■ **TASK REQUIREMENTS**: Return the data below unchanged, without images.

┌──

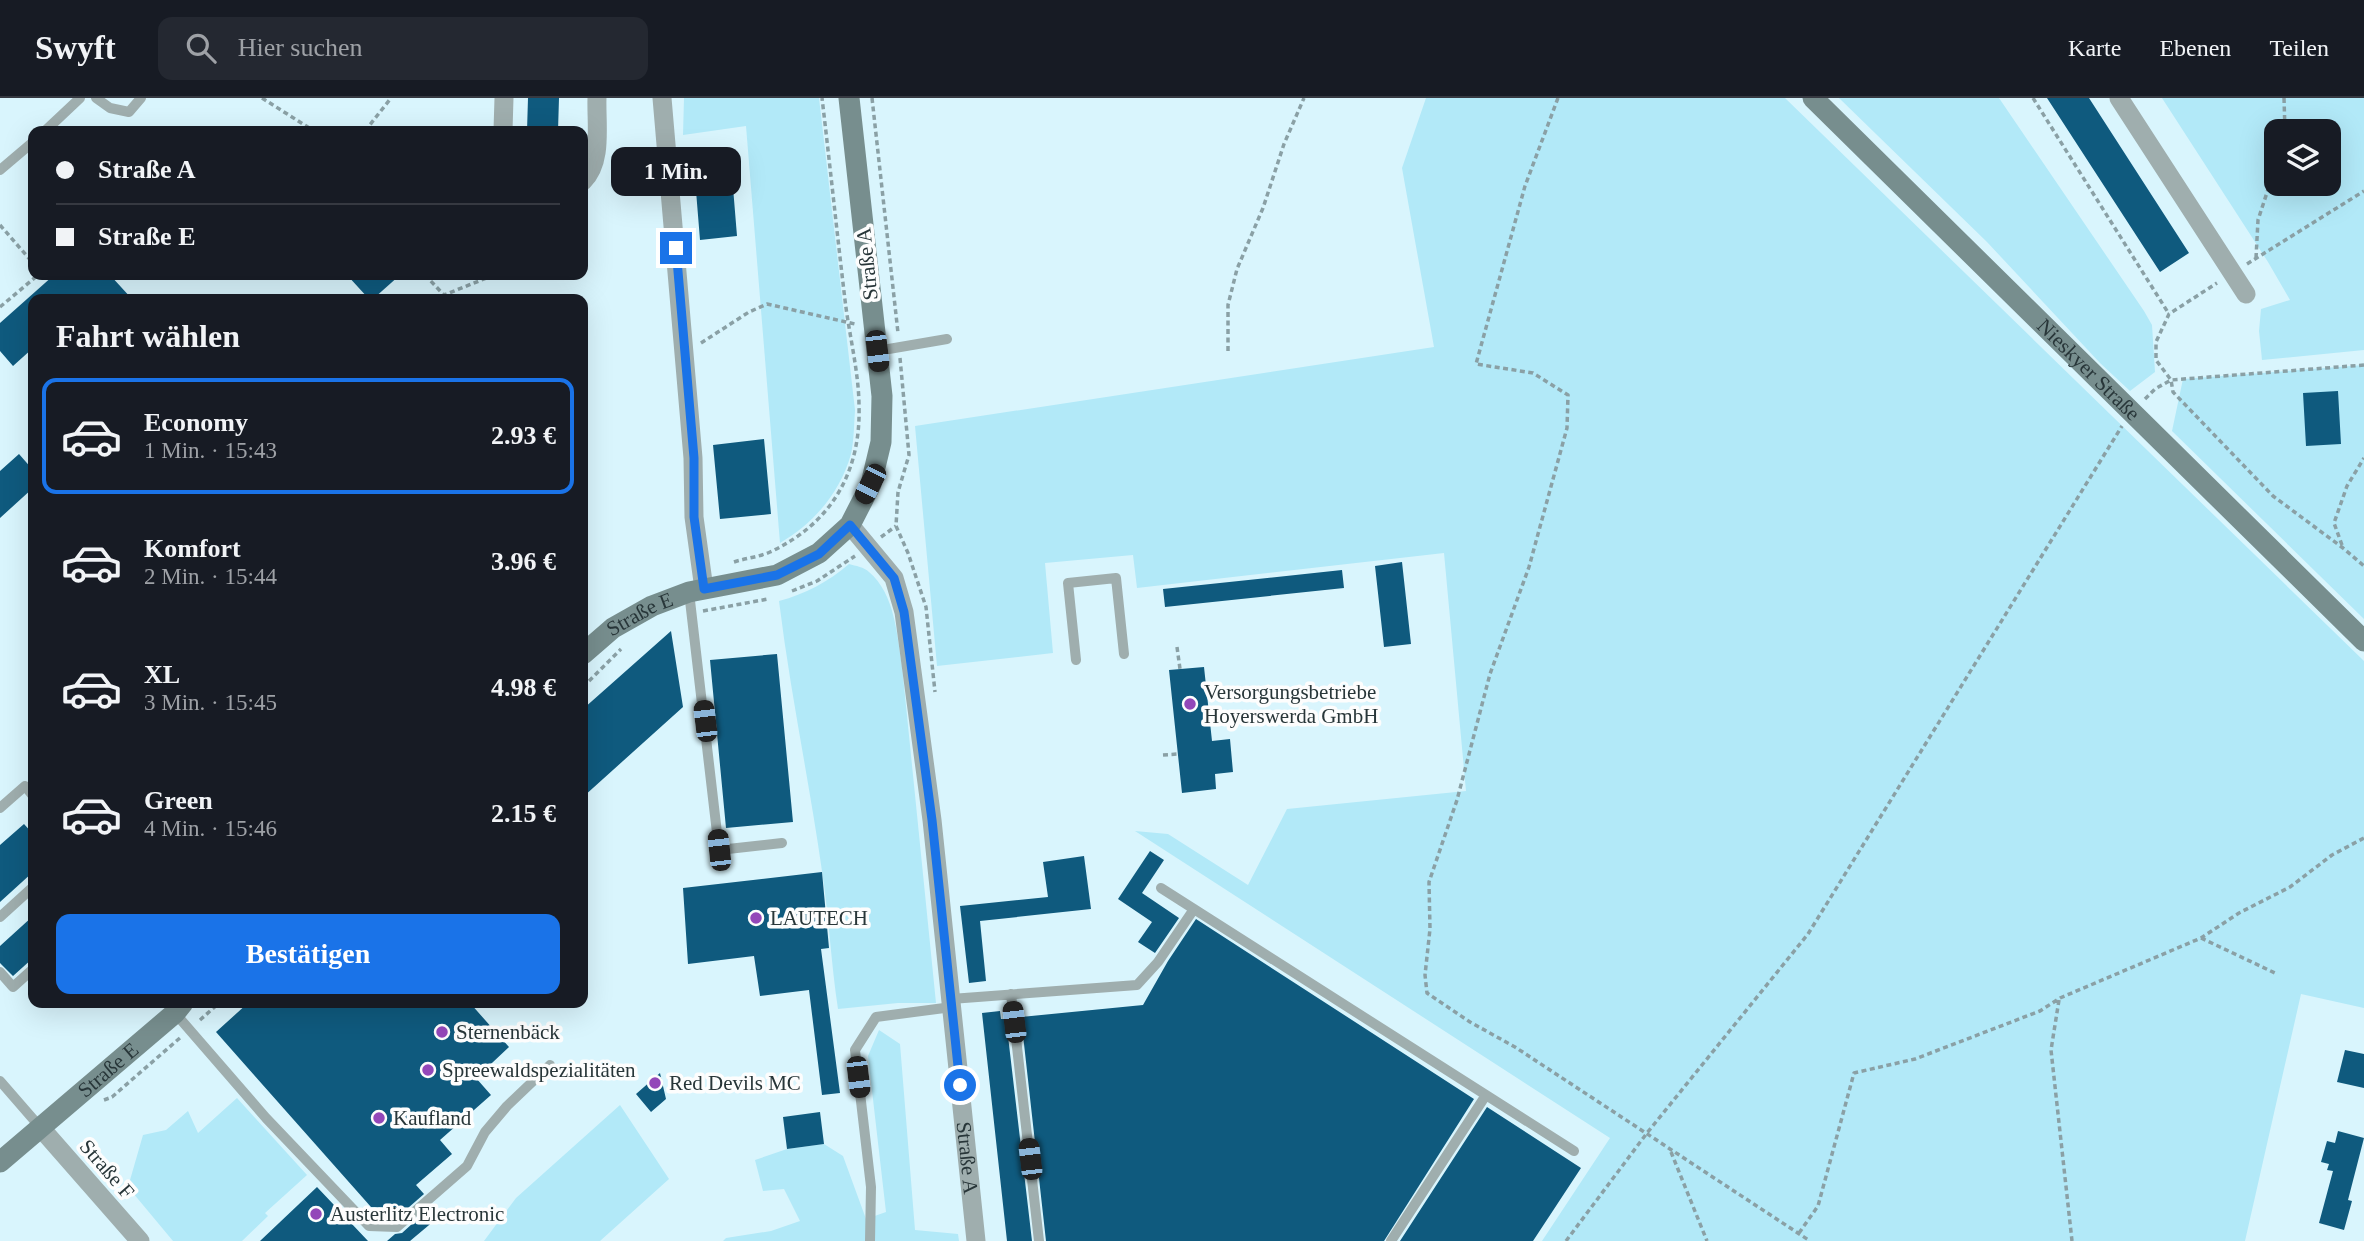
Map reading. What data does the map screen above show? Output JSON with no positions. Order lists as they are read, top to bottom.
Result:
{
  "streets": {
    "street": [
      "Straße A",
      "Nieskyer Straße",
      "Straße E",
      "Straße F"
    ]
  },
  "crossings": [
    ["Straße A", "Straße E"],
    ["Straße E", "Straße F"]
  ],
  "places": [
    "Versorgungsbetriebe Hoyerswerda GmbH",
    "LAUTECH",
    "Sternenbäck",
    "Spreewaldspezialitäten",
    "Red Devils MC",
    "Kaufland",
    "Austerlitz Electronic"
  ],
  "page": {
    "header": "Swyft",
    "search": "Hier suchen",
    "nav": ["Karte", "Ebenen", "Teilen"],
    "banner": ["Straße A", "Straße E"],
    "bubble": "1 Min.",
    "heading": "Fahrt wählen",
    "list": [
      {
        "name": "Economy",
        "note": "1 Min. · 15:43",
        "value": "2.93 €"
      },
      {
        "name": "Komfort",
        "note": "2 Min. · 15:44",
        "value": "3.96 €"
      },
      {
        "name": "XL",
        "note": "3 Min. · 15:45",
        "value": "4.98 €"
      },
      {
        "name": "Green",
        "note": "4 Min. · 15:46",
        "value": "2.15 €"
      }
    ],
    "buttons": "Bestätigen"
  }
}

└──

■ **RESULT FOR THIS TASK**:
Map reading. What data does the map screen above show? Output JSON with no positions. Order lists as they are read, top to bottom.
Result:
{
  "streets": {
    "street": [
      "Straße A",
      "Nieskyer Straße",
      "Straße E",
      "Straße F"
    ]
  },
  "crossings": [
    ["Straße A", "Straße E"],
    ["Straße E", "Straße F"]
  ],
  "places": [
    "Versorgungsbetriebe Hoyerswerda GmbH",
    "LAUTECH",
    "Sternenbäck",
    "Spreewaldspezialitäten",
    "Red Devils MC",
    "Kaufland",
    "Austerlitz Electronic"
  ],
  "page": {
    "header": "Swyft",
    "search": "Hier suchen",
    "nav": ["Karte", "Ebenen", "Teilen"],
    "banner": ["Straße A", "Straße E"],
    "bubble": "1 Min.",
    "heading": "Fahrt wählen",
    "list": [
      {
        "name": "Economy",
        "note": "1 Min. · 15:43",
        "value": "2.93 €"
      },
      {
        "name": "Komfort",
        "note": "2 Min. · 15:44",
        "value": "3.96 €"
      },
      {
        "name": "XL",
        "note": "3 Min. · 15:45",
        "value": "4.98 €"
      },
      {
        "name": "Green",
        "note": "4 Min. · 15:46",
        "value": "2.15 €"
      }
    ],
    "buttons": "Bestätigen"
  }
}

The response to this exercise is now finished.